Summary and Conclusions: New Perspectives in Hereditary Angioedema: Molecular Mechanisms and Therapeutic Choices: A CME Symposium Presented at the World Allergy Congress, Buenos Aires, Argentina (December 2009)

Hereditary angioedema (HAE) is a relatively rare disease, with an estimated prevalence of approximately 1 per 50,000 in the general population. Despite its rarity, HAE has become an area of intense interest within the medical community. This interest likely reflects several different aspects of HAE, including: the high potential for significant morbidity and mortality associated with attacks of angioedema in HAE patients, the frequent failure to make an accurate and timely diagnosis, the progress in unraveling the underlying pathophysiology of HAE, and the tremendous advances in treatment options. To limit the morbidity and mortality that has long afflicted patients with HAE, it has become increasingly important that the clinician understand both the underlying mechanisms of swelling in HAE and the newer treatment strategies that have been developed for HAE. This supplement contains 3 reviews that summarize the current state-of-the-art regarding the pathophysiology and treatment of HAE.

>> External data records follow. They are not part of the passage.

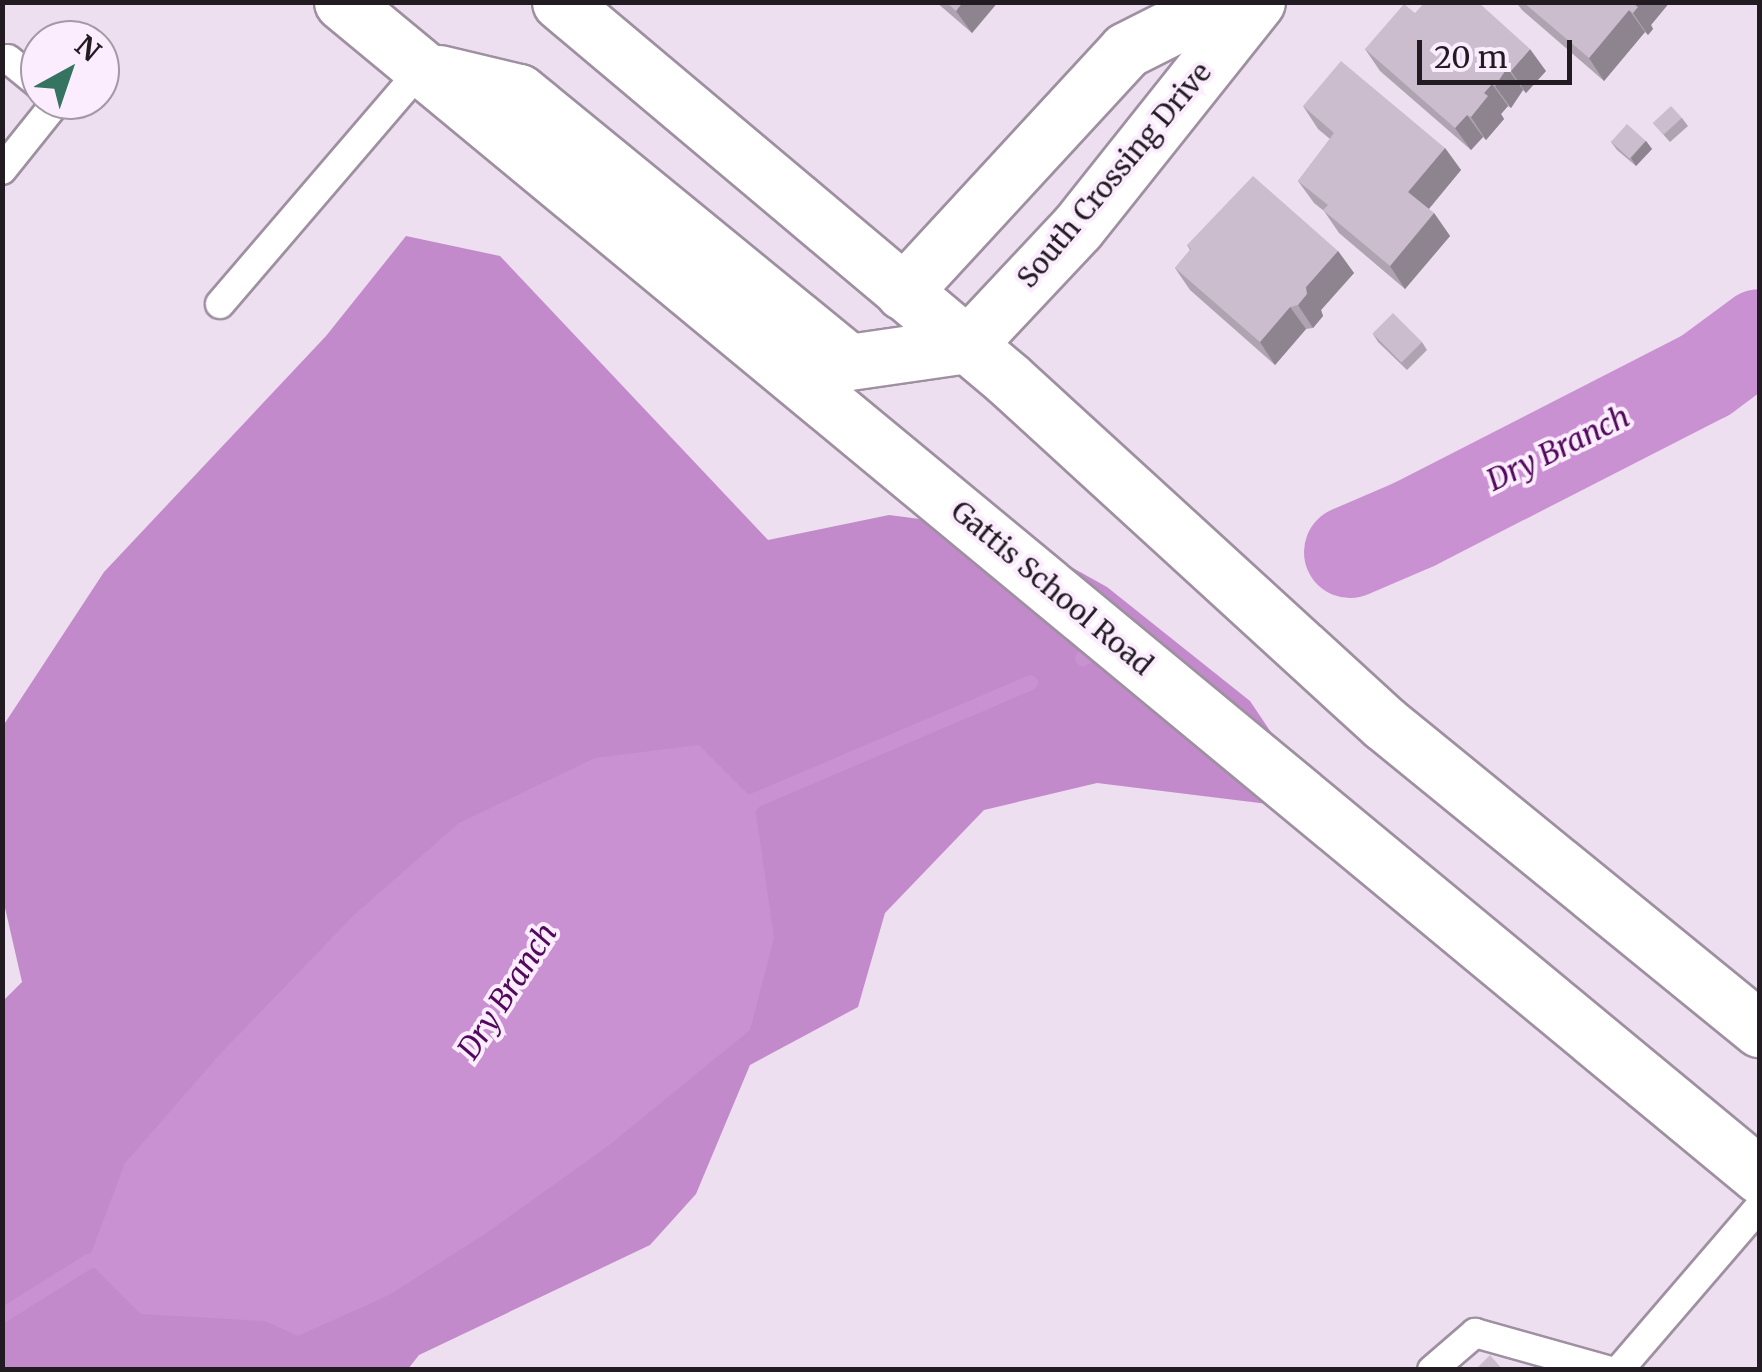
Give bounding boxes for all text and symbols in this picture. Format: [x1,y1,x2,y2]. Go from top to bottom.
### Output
north arrow [20,20,120,120]
scale bar [1422,20,1577,82]
text: N [68,28,108,69]
text: 20 m [1434,38,1507,76]
street label: South Crossing Drive [1010,56,1218,294]
water label: Dry Branch [1481,398,1635,498]
street label: Gattis School Road [944,494,1160,682]
water label: Dry Branch [450,916,564,1066]

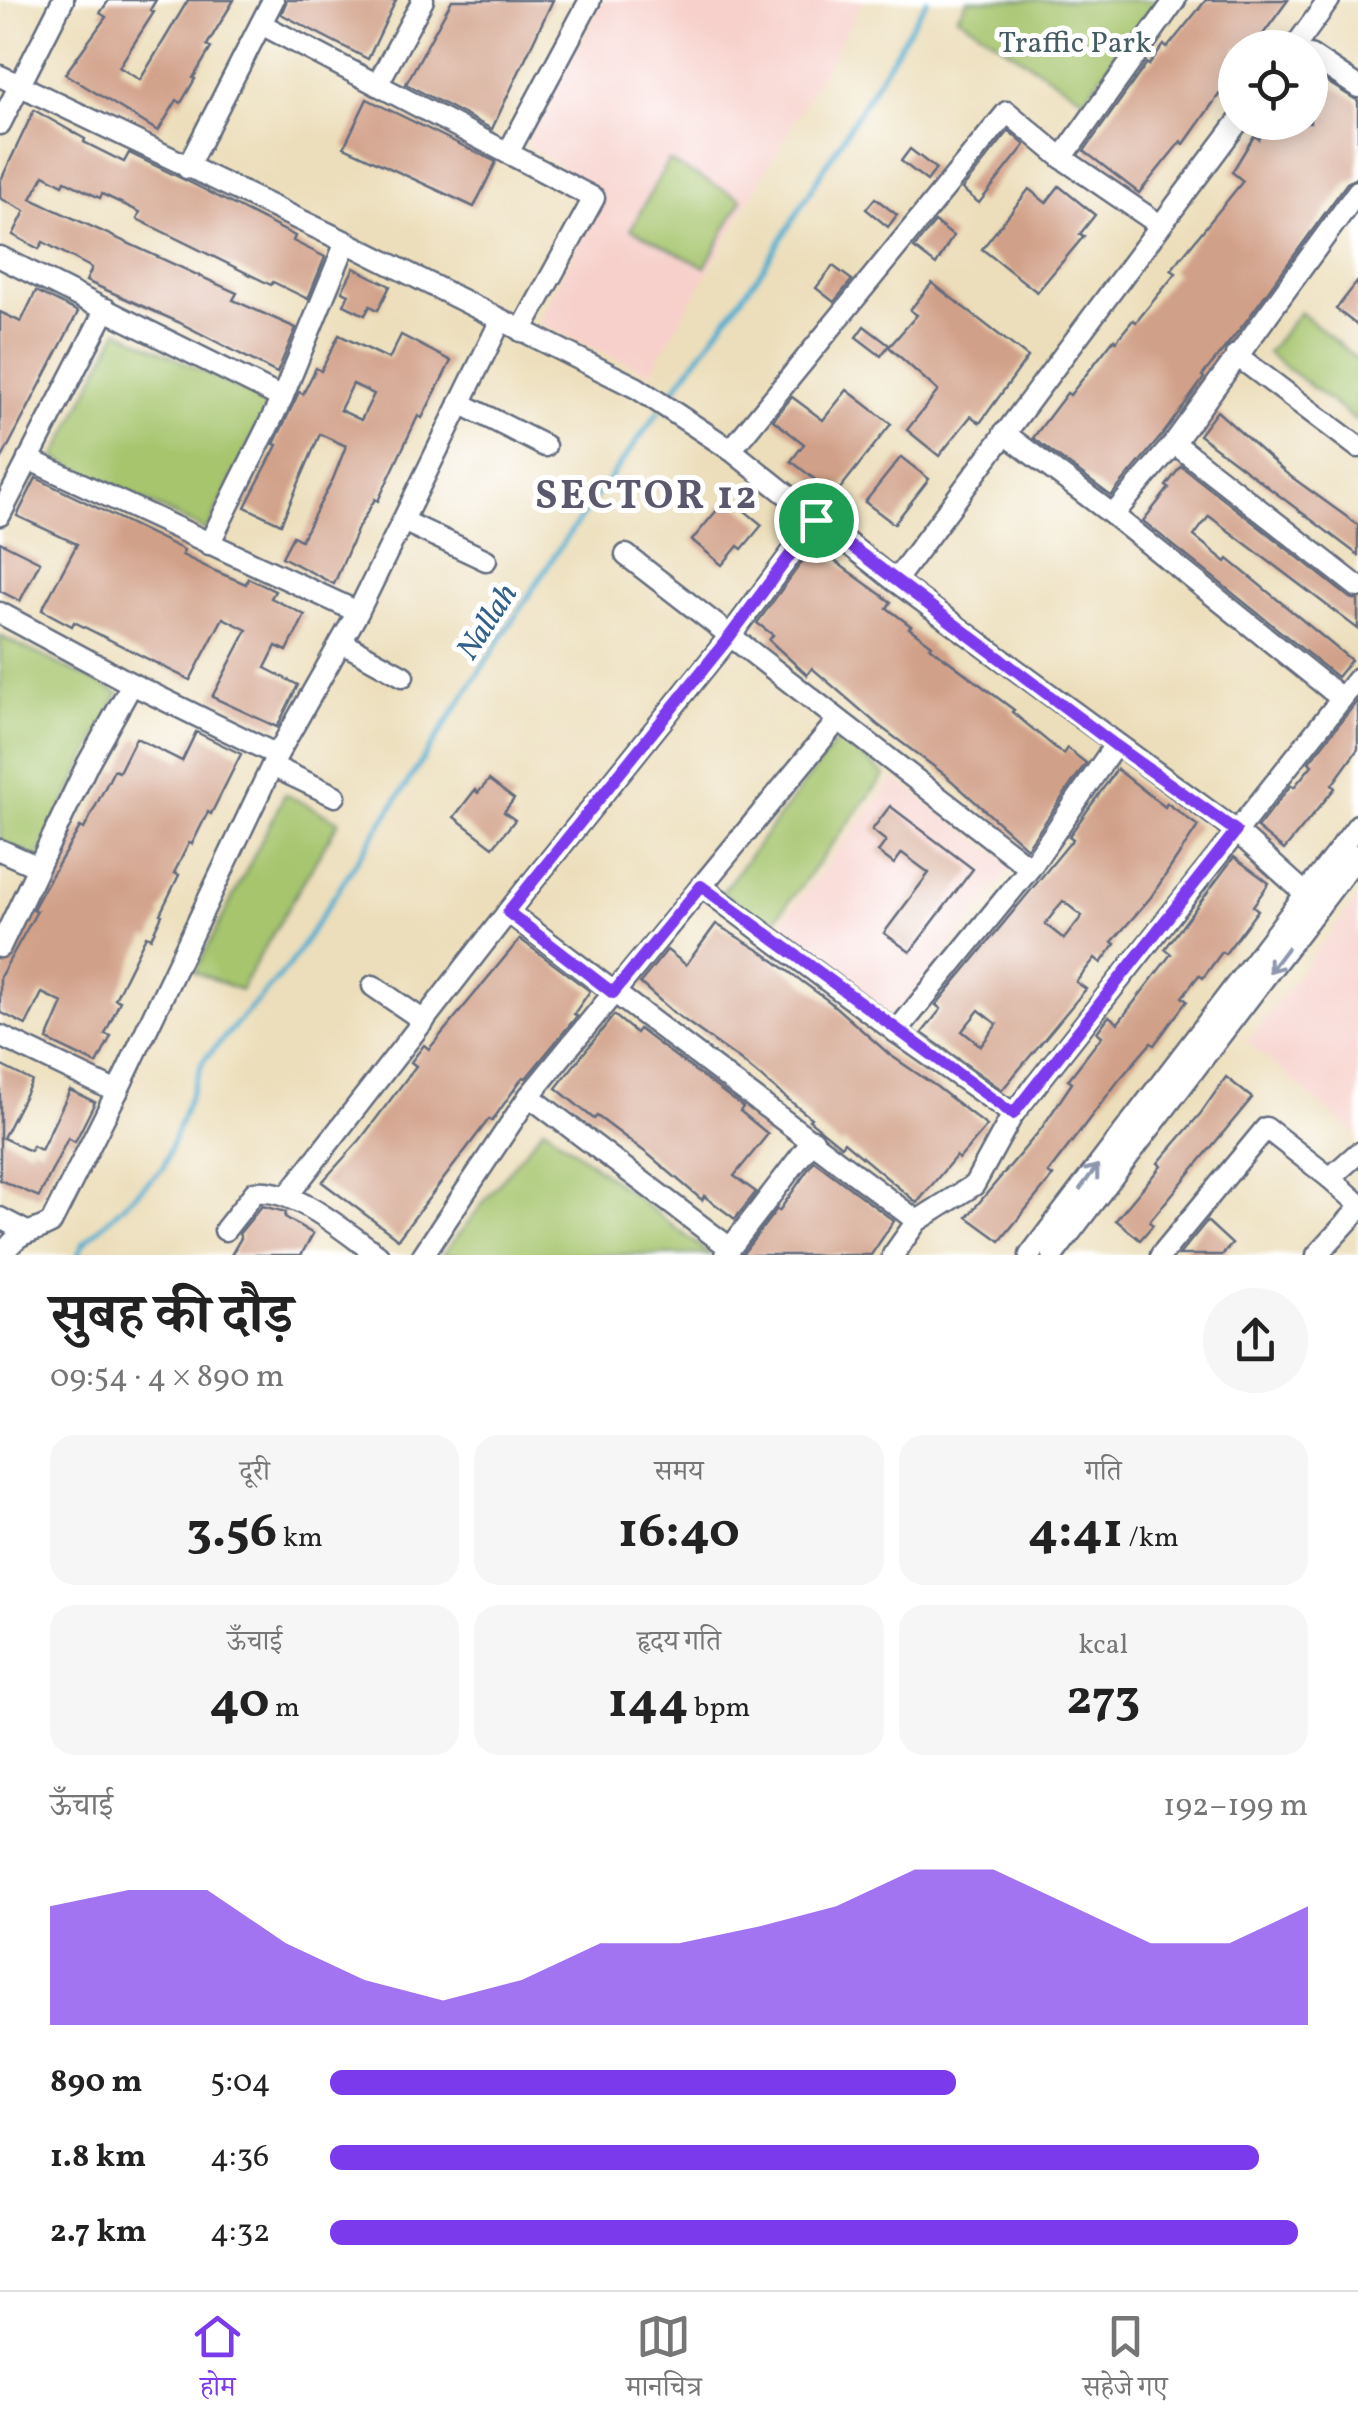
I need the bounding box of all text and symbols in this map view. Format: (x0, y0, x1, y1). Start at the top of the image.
park label: Traffic Park (998, 23, 1152, 65)
map controls (1218, 30, 1328, 140)
button: locate (1218, 30, 1328, 140)
district label: SECTOR 12 (535, 470, 759, 526)
pin (774, 478, 859, 563)
icon: arrive (789, 493, 844, 548)
water label: Nallah (447, 576, 530, 669)
one-way arrow (1267, 946, 1288, 973)
one-way arrow (1078, 1165, 1100, 1191)
text: सुबह की दौड़ (50, 1280, 293, 1356)
button: share (1203, 1288, 1308, 1393)
text: 09:54 · 4 × 890 m (50, 1356, 284, 1400)
text: दूरी (239, 1453, 270, 1492)
text: समय (654, 1453, 704, 1492)
text: गति (1085, 1453, 1122, 1492)
text: 3.56 (186, 1498, 277, 1568)
text: 16:40 (618, 1498, 740, 1568)
text: 4:41 (1028, 1498, 1123, 1568)
text: km (277, 1519, 323, 1558)
text: /km (1123, 1519, 1179, 1558)
text: ऊँचाई (227, 1623, 282, 1662)
text: हृदय गति (637, 1623, 721, 1662)
text: kcal (1078, 1626, 1128, 1665)
text: 273 (1066, 1665, 1140, 1735)
text: 40 (209, 1668, 270, 1738)
text: 144 (608, 1668, 688, 1738)
text: m (270, 1689, 300, 1728)
text: bpm (688, 1689, 750, 1728)
text: ऊँचाई (50, 1785, 113, 1829)
text: 192–199 m (1163, 1785, 1308, 1829)
text: 890 m (50, 2061, 142, 2105)
text: 5:04 (210, 2061, 270, 2105)
text: 1.8 km (50, 2136, 146, 2180)
text: 4:36 (210, 2136, 269, 2180)
text: 2.7 km (50, 2211, 147, 2255)
text: 4:32 (210, 2211, 270, 2255)
tab: होम (190, 2309, 245, 2414)
tab: मानचित्र (626, 2309, 702, 2414)
tab: सहेजे गए (1082, 2309, 1168, 2414)

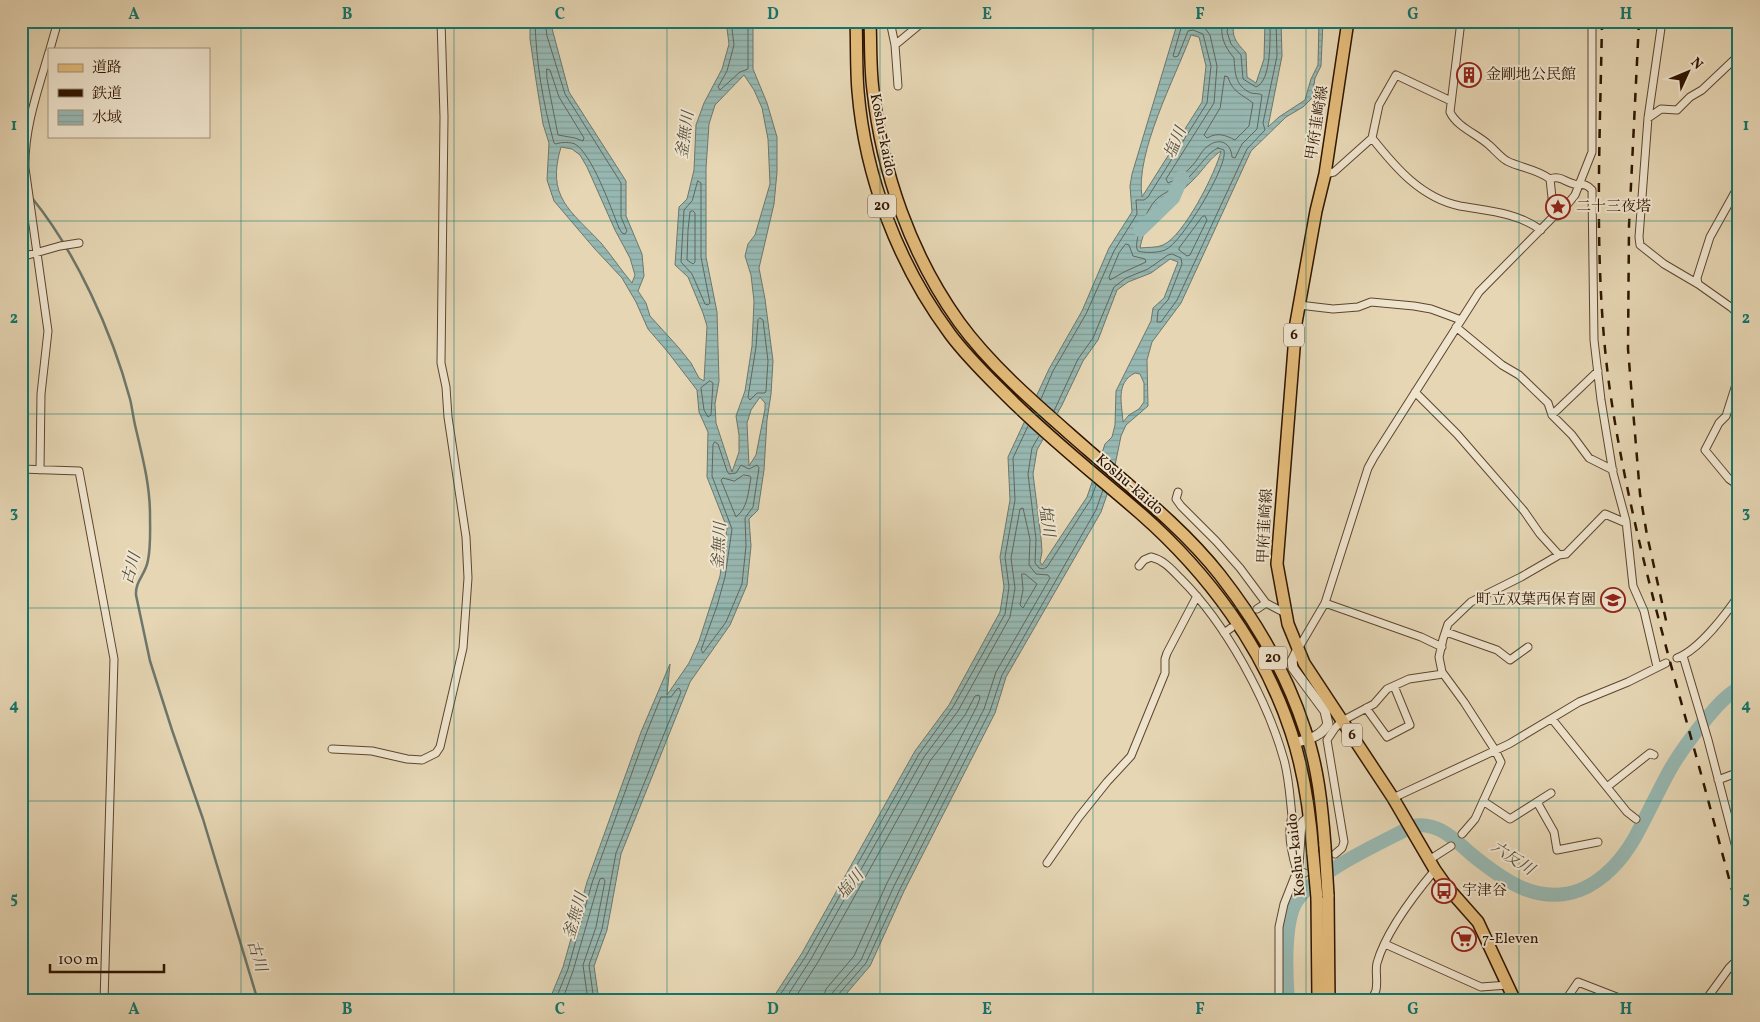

The pathophysiology of HAE is reviewed by Zuraw in this supplement. The discovery that HAE patients were deficient in C1 inhibitor (C1INH) quickly led to the subsequent discovery that the protein could either be nonsecreted (Type I HAE) or dysfunctional (Type II HAE). These observations led to the cloning of the gene for C1INH (SERPING1), and the discovery that HAE ultimately results from a mutation of that gene. Type II HAE has been found to result almost exclusively from mutations on the C1INH reactive mobile loop, while Type I HAE results from mutations scattered throughout the gene.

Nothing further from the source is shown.